- Task item: Examine the entries and show every line in which the word "Blindenholzstrasse" is found.

──────── Data for this task

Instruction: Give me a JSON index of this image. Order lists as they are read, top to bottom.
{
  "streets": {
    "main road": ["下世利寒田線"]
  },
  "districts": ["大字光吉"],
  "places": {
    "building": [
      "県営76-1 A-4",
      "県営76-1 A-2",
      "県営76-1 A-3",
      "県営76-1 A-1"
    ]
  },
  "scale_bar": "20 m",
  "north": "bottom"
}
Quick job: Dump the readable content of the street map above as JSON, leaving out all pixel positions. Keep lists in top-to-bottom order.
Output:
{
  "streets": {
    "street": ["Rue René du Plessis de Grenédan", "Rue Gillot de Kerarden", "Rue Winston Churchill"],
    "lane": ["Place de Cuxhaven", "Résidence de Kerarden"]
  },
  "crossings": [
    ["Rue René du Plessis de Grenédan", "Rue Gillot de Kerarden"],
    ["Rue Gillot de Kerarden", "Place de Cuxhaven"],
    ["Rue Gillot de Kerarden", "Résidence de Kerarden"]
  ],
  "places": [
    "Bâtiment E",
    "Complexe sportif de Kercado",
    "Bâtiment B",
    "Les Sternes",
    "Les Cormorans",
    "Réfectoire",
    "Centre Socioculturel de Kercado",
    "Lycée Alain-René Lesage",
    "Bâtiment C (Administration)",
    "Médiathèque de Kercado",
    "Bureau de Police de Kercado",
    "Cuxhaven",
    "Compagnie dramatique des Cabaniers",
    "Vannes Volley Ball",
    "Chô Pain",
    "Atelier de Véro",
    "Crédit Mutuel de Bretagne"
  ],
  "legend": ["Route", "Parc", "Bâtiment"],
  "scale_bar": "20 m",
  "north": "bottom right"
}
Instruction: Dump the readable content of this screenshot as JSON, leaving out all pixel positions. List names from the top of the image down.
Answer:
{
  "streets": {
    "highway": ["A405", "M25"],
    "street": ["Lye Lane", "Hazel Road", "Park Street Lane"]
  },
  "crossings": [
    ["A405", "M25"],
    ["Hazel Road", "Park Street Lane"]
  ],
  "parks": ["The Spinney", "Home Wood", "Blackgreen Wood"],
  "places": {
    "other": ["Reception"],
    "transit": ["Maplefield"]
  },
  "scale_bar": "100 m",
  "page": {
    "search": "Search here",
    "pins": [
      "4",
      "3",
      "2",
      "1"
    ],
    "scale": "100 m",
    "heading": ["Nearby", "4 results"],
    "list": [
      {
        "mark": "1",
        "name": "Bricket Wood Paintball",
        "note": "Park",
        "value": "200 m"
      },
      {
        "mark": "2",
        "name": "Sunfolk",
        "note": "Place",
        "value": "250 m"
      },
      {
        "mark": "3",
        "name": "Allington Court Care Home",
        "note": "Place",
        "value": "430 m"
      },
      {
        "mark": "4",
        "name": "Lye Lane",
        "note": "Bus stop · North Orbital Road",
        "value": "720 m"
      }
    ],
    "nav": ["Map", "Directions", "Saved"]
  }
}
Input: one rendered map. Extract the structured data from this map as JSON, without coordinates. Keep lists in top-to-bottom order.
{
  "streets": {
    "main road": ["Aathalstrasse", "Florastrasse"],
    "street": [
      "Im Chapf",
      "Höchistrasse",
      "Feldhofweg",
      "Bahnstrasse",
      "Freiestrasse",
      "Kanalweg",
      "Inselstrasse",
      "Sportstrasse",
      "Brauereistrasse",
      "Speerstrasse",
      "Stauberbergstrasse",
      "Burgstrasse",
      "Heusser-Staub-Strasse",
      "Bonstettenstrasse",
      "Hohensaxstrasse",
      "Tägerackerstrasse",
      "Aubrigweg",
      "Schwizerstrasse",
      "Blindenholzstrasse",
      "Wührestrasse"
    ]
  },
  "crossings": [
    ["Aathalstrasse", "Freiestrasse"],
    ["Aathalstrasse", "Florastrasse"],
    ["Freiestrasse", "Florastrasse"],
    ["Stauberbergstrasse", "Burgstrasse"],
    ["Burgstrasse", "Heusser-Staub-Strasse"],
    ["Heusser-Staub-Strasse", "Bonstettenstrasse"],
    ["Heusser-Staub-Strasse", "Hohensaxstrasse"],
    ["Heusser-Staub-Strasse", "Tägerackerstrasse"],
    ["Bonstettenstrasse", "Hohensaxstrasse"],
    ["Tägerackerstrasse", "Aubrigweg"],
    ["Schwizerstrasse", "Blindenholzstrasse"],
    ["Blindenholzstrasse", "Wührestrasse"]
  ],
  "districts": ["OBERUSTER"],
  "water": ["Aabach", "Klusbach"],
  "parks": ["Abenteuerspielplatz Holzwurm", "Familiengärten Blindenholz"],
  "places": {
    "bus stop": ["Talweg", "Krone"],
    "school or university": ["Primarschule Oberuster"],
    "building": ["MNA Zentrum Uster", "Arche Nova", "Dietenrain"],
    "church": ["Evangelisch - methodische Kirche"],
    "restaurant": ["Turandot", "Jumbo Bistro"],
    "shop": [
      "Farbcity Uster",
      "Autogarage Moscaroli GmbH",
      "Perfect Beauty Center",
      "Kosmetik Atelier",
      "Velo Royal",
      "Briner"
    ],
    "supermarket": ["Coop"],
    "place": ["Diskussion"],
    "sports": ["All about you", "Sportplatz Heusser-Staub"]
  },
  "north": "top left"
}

────────────────

- Solution for this task:
      "Blindenholzstrasse",
    ["Schwizerstrasse", "Blindenholzstrasse"],
    ["Blindenholzstrasse", "Wührestrasse"]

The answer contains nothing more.